COLUMBUS — A compromise might be possible over legislative efforts to restrict Ohio’s public health orders in a pandemic, Gov. Mike DeWine said Thursday as he stepped back from a suggestion earlier this week he would automatically veto the pending bill.
DeWine, a Republican, also toned down his criticism of a handful of school districts that say they might not make a March 1 deadline to offer in-person learning.
As recently as Feb. 12, DeWine scheduled a last-minute, early evening news conference to rebuke school officials in Akron and Cincinnati for backtracking on their commitments to meet the deadline.
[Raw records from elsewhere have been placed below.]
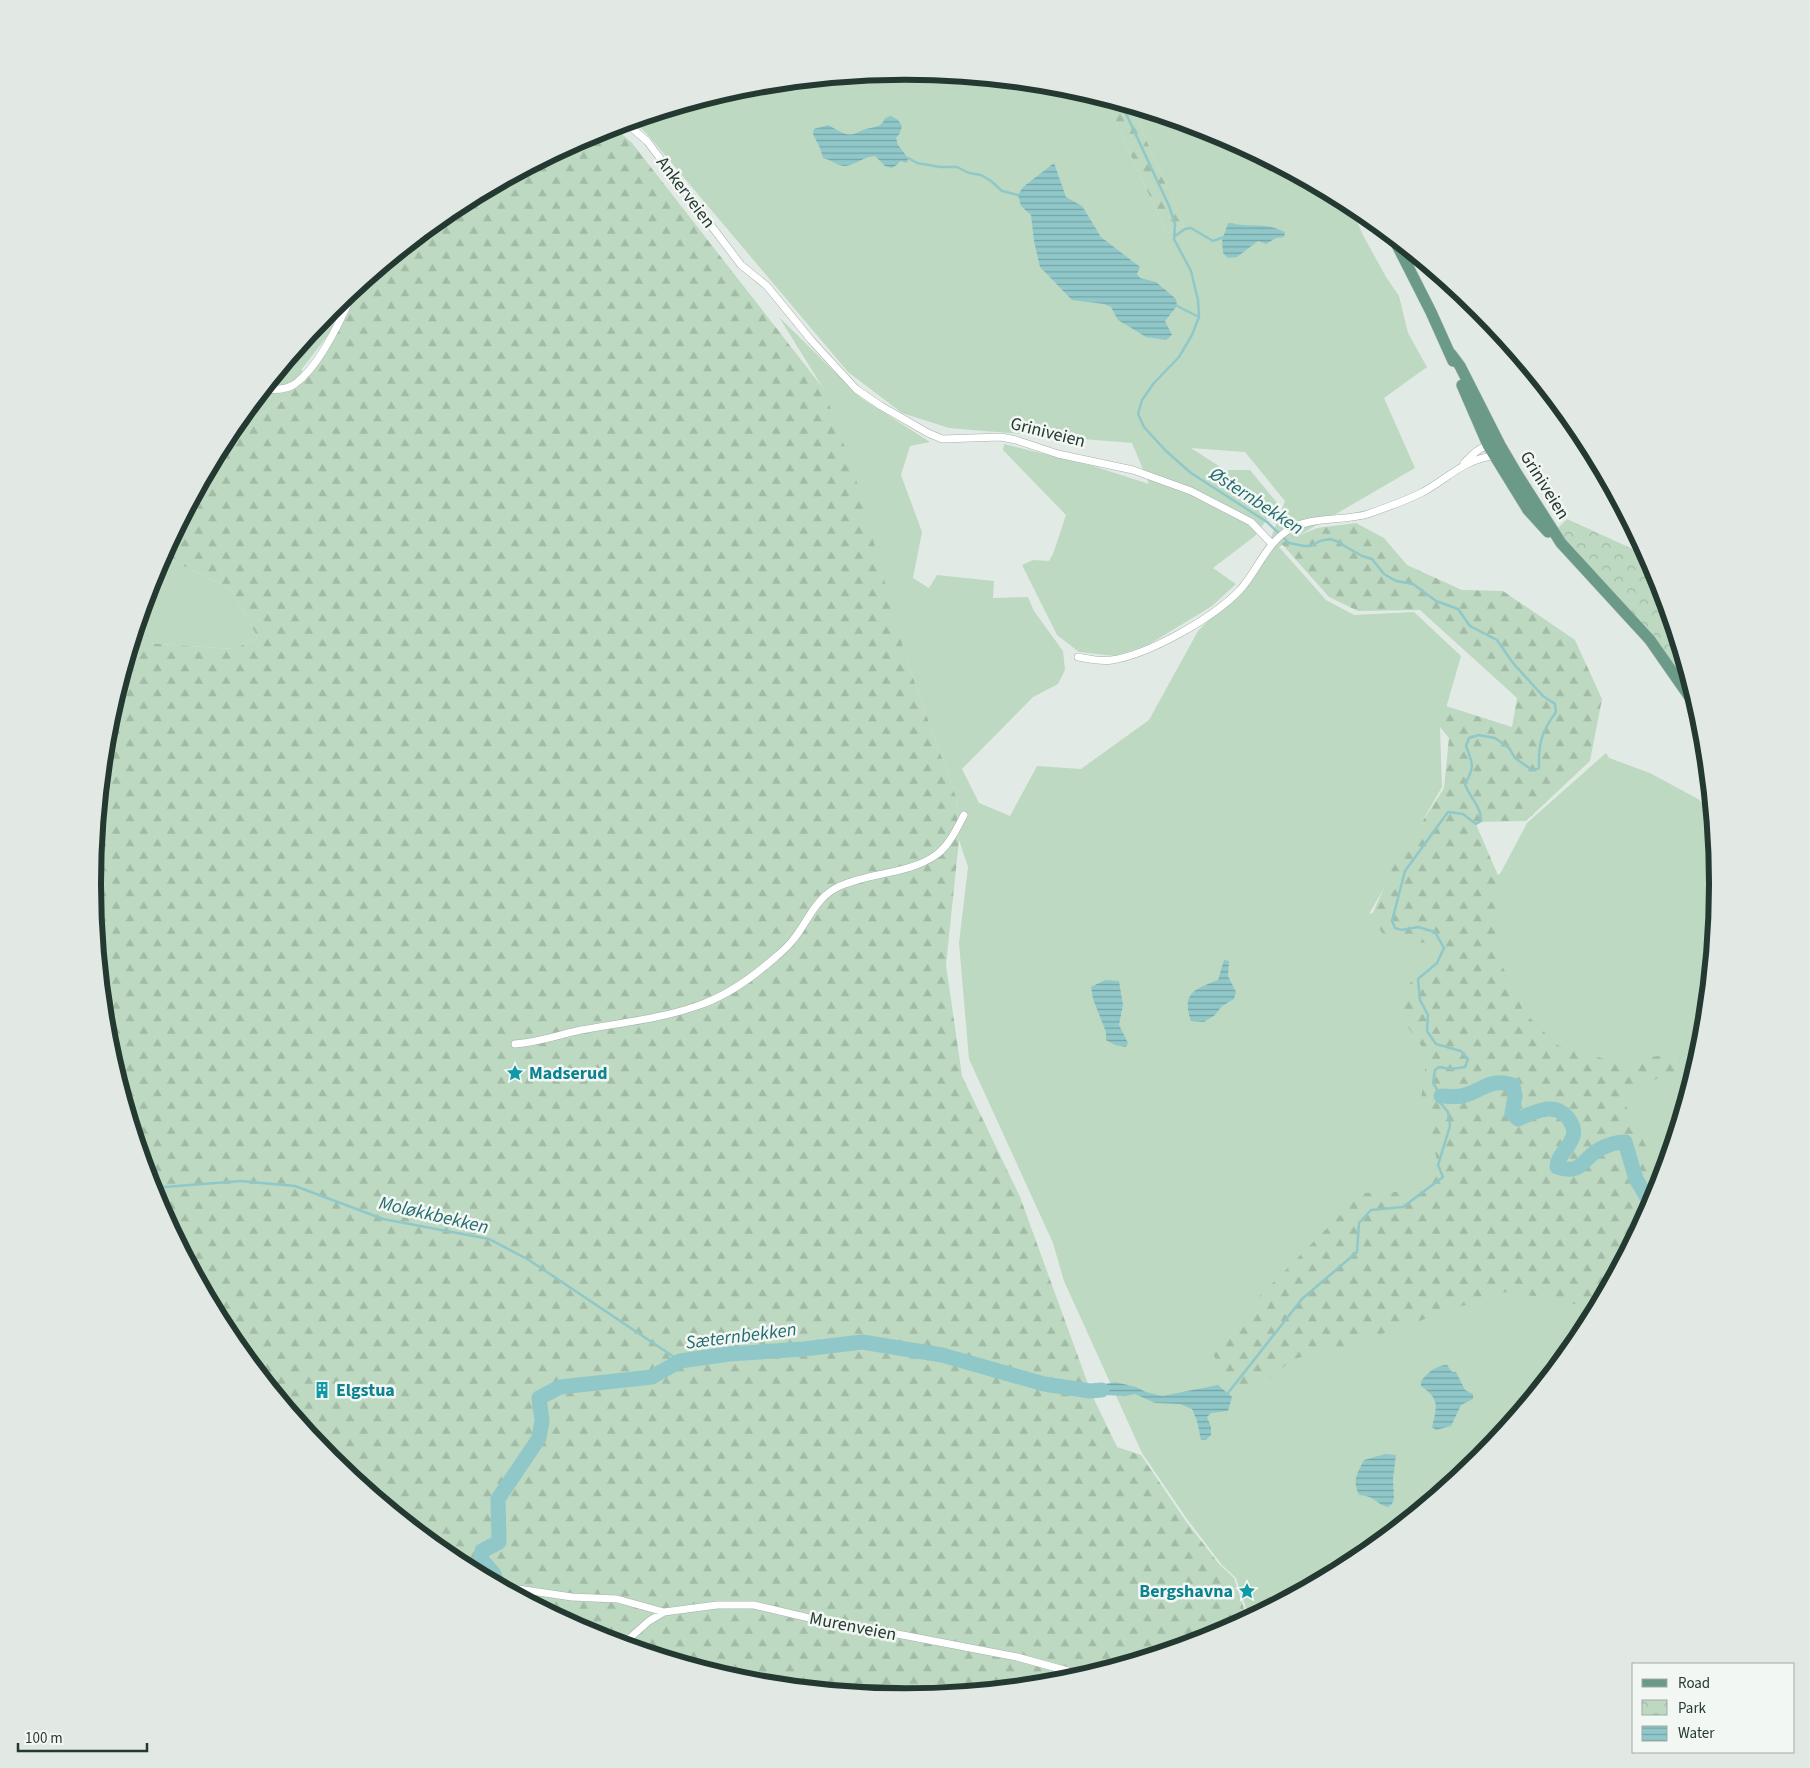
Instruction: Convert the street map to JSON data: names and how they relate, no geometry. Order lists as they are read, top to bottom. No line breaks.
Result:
{"streets":{"main road":["Griniveien"],"street":["Ankerveien","Murenveien"]},"crossings":[["Ankerveien","Griniveien"]],"water":["Østernbekken","Moløkkbekken","Sæternbekken"],"places":{"place":["Madserud","Bergshavna"],"building":["Elgstua"]},"legend":["Road","Park","Water"],"scale_bar":"100 m"}
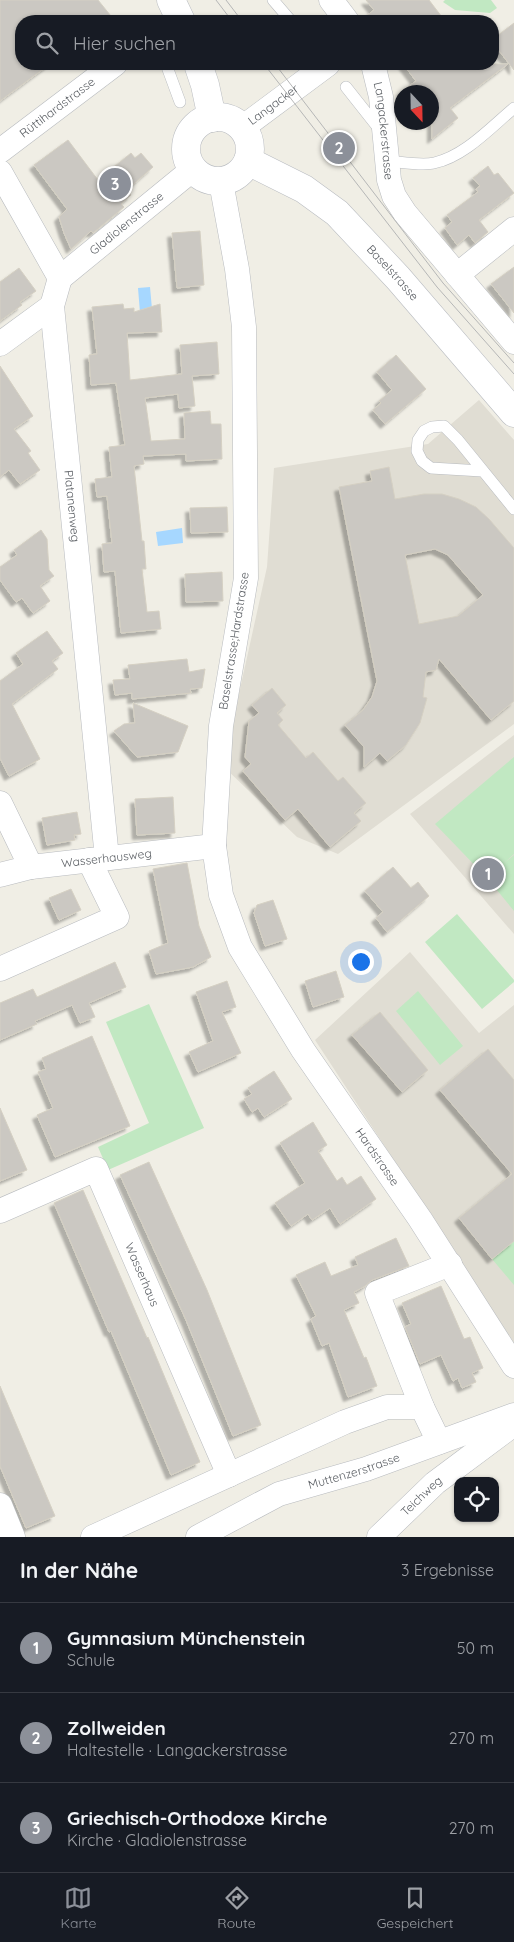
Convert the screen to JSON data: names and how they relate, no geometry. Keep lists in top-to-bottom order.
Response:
{
  "streets": {
    "main road": ["Baselstrasse"],
    "street": [
      "Langacker",
      "Rüttihardstrasse",
      "Langackerstrasse",
      "Gladiolenstrasse",
      "Platanenweg",
      "Baselstrasse;Hardstrasse",
      "Wasserhausweg",
      "Hardstrasse",
      "Wasserhaus",
      "Muttenzerstrasse",
      "Teichweg"
    ]
  },
  "crossings": [
    ["Langacker", "Gladiolenstrasse"],
    ["Langacker", "Baselstrasse"],
    ["Langacker", "Baselstrasse;Hardstrasse"],
    ["Gladiolenstrasse", "Baselstrasse"],
    ["Gladiolenstrasse", "Platanenweg"],
    ["Gladiolenstrasse", "Baselstrasse;Hardstrasse"],
    ["Baselstrasse", "Baselstrasse;Hardstrasse"],
    ["Platanenweg", "Wasserhausweg"],
    ["Baselstrasse;Hardstrasse", "Wasserhausweg"],
    ["Baselstrasse;Hardstrasse", "Hardstrasse"]
  ],
  "north": "bottom",
  "page": {
    "search": "Hier suchen",
    "pins": ["2", "3", "1"],
    "heading": ["In der Nähe", "3 Ergebnisse"],
    "list": [
      {
        "mark": "1",
        "name": "Gymnasium Münchenstein",
        "note": "Schule",
        "value": "50 m"
      },
      {
        "mark": "2",
        "name": "Zollweiden",
        "note": "Haltestelle · Langackerstrasse",
        "value": "270 m"
      },
      {
        "mark": "3",
        "name": "Griechisch-Orthodoxe Kirche",
        "note": "Kirche · Gladiolenstrasse",
        "value": "270 m"
      }
    ],
    "nav": ["Karte", "Route", "Gespeichert"]
  }
}
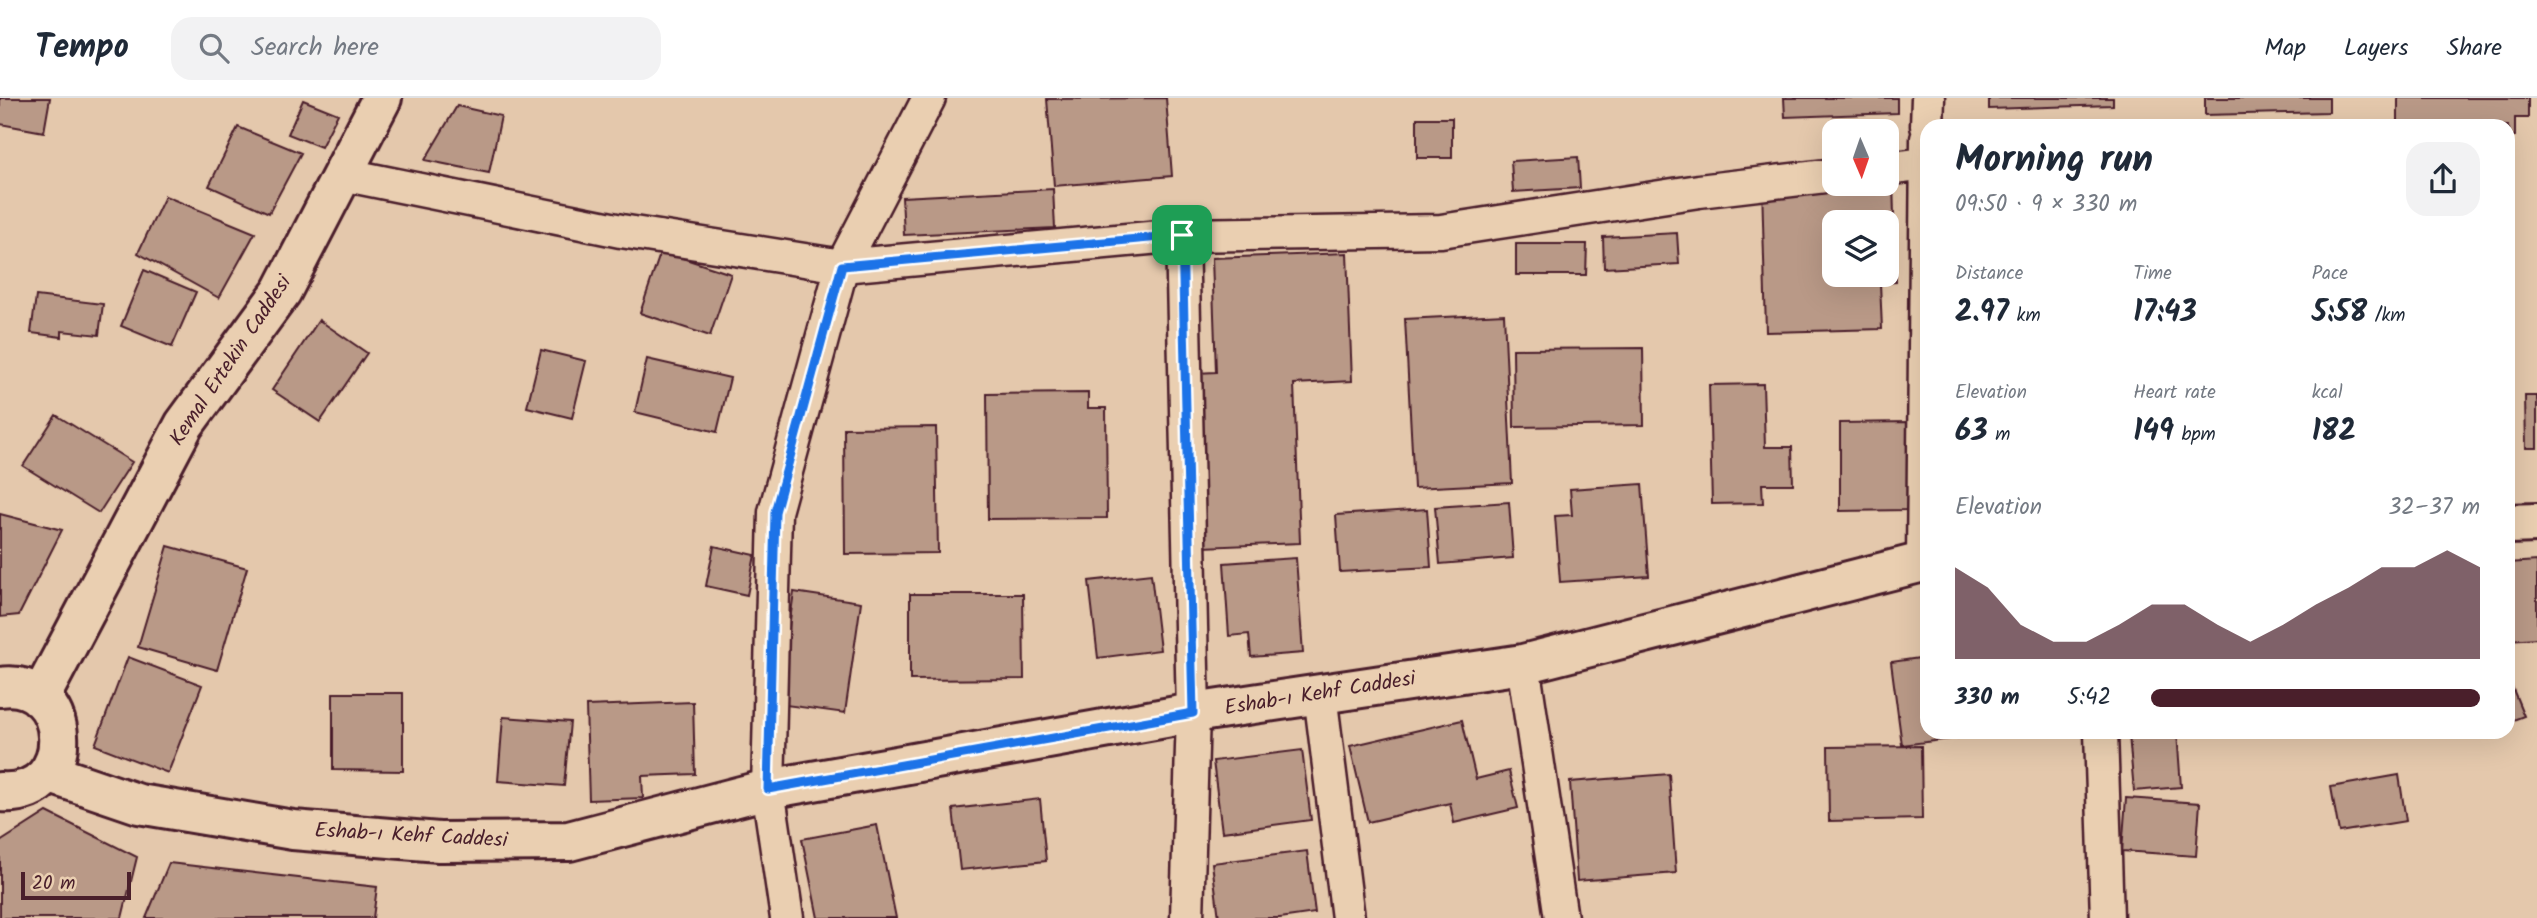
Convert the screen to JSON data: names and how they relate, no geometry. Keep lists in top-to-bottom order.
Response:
{
  "streets": {
    "street": ["Kemal Ertekin Caddesi", "Eshab-ı Kehf Caddesi"]
  },
  "scale_bar": "20 m",
  "north": "bottom",
  "page": {
    "header": "Tempo",
    "search": "Search here",
    "nav": ["Map", "Layers", "Share"],
    "heading": ["Morning run", "09:50 · 9 × 330 m"],
    "stats": [
      ["Distance", "2.97 km"],
      ["Time", "17:43"],
      ["Pace", "5:58 /km"],
      ["Elevation", "63 m"],
      ["Heart rate", "149 bpm"],
      ["kcal", "182"]
    ],
    "chart": ["Elevation", "32–37 m"],
    "list": [
      {
        "name": "330 m",
        "note": "5:42"
      }
    ],
    "scale": "20 m"
  }
}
DeWine called that unacceptable after employees in those districts were among those prioritized for coronavirus vaccines because of their reopening promises.
But on Thursday, asked about a report that Youngstown city schools also might not make the deadline, DeWine was more conciliatory.
“The fact that some schools may miss this by a few days is not good, but I think we need to keep our eye on the ball,” he said. “The glass is about 95% full, and we should not fixate on the 5% or so that is not full.”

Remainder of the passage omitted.